### Data block
######

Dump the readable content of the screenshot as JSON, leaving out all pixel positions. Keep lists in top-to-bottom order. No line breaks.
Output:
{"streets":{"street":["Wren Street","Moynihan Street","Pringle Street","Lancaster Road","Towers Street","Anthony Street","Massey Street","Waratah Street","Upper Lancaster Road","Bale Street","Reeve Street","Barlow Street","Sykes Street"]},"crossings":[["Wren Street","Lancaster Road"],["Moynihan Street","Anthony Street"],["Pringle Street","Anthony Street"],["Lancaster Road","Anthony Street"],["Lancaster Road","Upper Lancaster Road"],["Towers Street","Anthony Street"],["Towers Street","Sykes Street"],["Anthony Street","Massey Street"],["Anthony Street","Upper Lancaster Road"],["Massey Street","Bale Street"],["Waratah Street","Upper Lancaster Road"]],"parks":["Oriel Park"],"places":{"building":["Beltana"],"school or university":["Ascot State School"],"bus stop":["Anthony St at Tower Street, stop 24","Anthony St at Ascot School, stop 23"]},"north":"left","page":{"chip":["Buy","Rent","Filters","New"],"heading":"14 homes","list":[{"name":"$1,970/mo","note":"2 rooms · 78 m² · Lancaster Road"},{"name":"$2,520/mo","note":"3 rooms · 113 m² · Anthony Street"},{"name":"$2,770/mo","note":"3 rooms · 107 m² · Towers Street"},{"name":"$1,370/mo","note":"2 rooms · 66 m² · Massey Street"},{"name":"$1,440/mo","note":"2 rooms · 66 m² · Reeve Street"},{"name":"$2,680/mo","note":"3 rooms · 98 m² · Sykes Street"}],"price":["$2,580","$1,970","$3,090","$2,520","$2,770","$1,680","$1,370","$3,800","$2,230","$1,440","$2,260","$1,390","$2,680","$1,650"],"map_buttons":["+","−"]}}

######

### Work request
Repeat the data verbatim.

### Completed exercise
Dump the readable content of the screenshot as JSON, leaving out all pixel positions. Keep lists in top-to-bottom order. No line breaks.
Output:
{"streets":{"street":["Wren Street","Moynihan Street","Pringle Street","Lancaster Road","Towers Street","Anthony Street","Massey Street","Waratah Street","Upper Lancaster Road","Bale Street","Reeve Street","Barlow Street","Sykes Street"]},"crossings":[["Wren Street","Lancaster Road"],["Moynihan Street","Anthony Street"],["Pringle Street","Anthony Street"],["Lancaster Road","Anthony Street"],["Lancaster Road","Upper Lancaster Road"],["Towers Street","Anthony Street"],["Towers Street","Sykes Street"],["Anthony Street","Massey Street"],["Anthony Street","Upper Lancaster Road"],["Massey Street","Bale Street"],["Waratah Street","Upper Lancaster Road"]],"parks":["Oriel Park"],"places":{"building":["Beltana"],"school or university":["Ascot State School"],"bus stop":["Anthony St at Tower Street, stop 24","Anthony St at Ascot School, stop 23"]},"north":"left","page":{"chip":["Buy","Rent","Filters","New"],"heading":"14 homes","list":[{"name":"$1,970/mo","note":"2 rooms · 78 m² · Lancaster Road"},{"name":"$2,520/mo","note":"3 rooms · 113 m² · Anthony Street"},{"name":"$2,770/mo","note":"3 rooms · 107 m² · Towers Street"},{"name":"$1,370/mo","note":"2 rooms · 66 m² · Massey Street"},{"name":"$1,440/mo","note":"2 rooms · 66 m² · Reeve Street"},{"name":"$2,680/mo","note":"3 rooms · 98 m² · Sykes Street"}],"price":["$2,580","$1,970","$3,090","$2,520","$2,770","$1,680","$1,370","$3,800","$2,230","$1,440","$2,260","$1,390","$2,680","$1,650"],"map_buttons":["+","−"]}}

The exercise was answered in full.